Logo no início da reunião, o secretário de Planejamento Urbano, Virgílio Reis, mostrou que algo o incomodava. Ele afirmou que iria “tentar explicar o projeto” aos presentes, entre eles, os vereadores Adermis Marini (PSDB), Kaká (PSDB), Cristina Vitorino (PRB), Della Motta (PTN) e Ilton Ferreira (DEM), líder do governo na Câmara dos Vereadores.
De pronto, foi questionado por Adermis. “Como assim, o senhor vai tentar? Aí ele próprio afirmou que não tinha convicção e que sua orientação é de que os vereadores votem contra o projeto”, disse o tucano.

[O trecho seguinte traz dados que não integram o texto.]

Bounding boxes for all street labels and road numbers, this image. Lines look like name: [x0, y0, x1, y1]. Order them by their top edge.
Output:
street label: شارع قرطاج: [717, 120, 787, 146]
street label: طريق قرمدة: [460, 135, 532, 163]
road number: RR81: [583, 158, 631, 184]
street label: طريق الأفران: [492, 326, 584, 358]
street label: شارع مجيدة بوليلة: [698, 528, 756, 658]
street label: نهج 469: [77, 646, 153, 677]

Adermis então falou que ia se retirar, quando foi interpelado por duas pessoas que passaram a defender o projeto. “Eles não haviam se identificado e passaram a defender que o projeto deveria ser aprovado. Passaram a explicar o projeto. Perguntamos quem eram eles e disseram ser da Construtura Pacaembu. Ou seja, o governo teria de explicar o projeto e quem fez isso foi uma construtura interessada na aprovação”, disparou o vereador.
Logo em seguida, o clima ficou tenso e tumultuado e a audiência pública foi encerrada pouco depois sem conseguir avançar em nada, a não ser no fortalecimento da oposição, que deverá bater forte no prefeito na sessão da próxima terça-feira.
Para Adermis, falta harmonia dentro do próprio governo sobre os benefícios à população desse projeto. “Isso veio à Câmara Municipal para beneficiar construtores, empresas e não a população. Não é governo, é uma escola de samba em desarmonia”, disse Adermis.
O vereador afirmou também que os vereadores têm de votar com responsabilidade. “A partir do momento que o secretário da pasta orienta a gente a votar contra o projeto. O que vimos é um grande desastre e vamos ter, os vereadores, de analisar como evitar que a cidade entre em um colapso administrativo”.
A vereadora Cristina Vitorino e Kaká disseram que foi uma situação “extremamente lamentável” e que chegaram a ficar constrangidos com o que presenciaram. “Foi mais um desastre do desgoverno de Gilson de Souza”, finalizou Adermis Marini.
O assunto já ganhou as redes sociais e um vídeo com os vereadores, indignados, circula em grupos e perfis de centenas de pessoas.
A repercussão poderá ser desastrosa para o governo Gilson de Souza.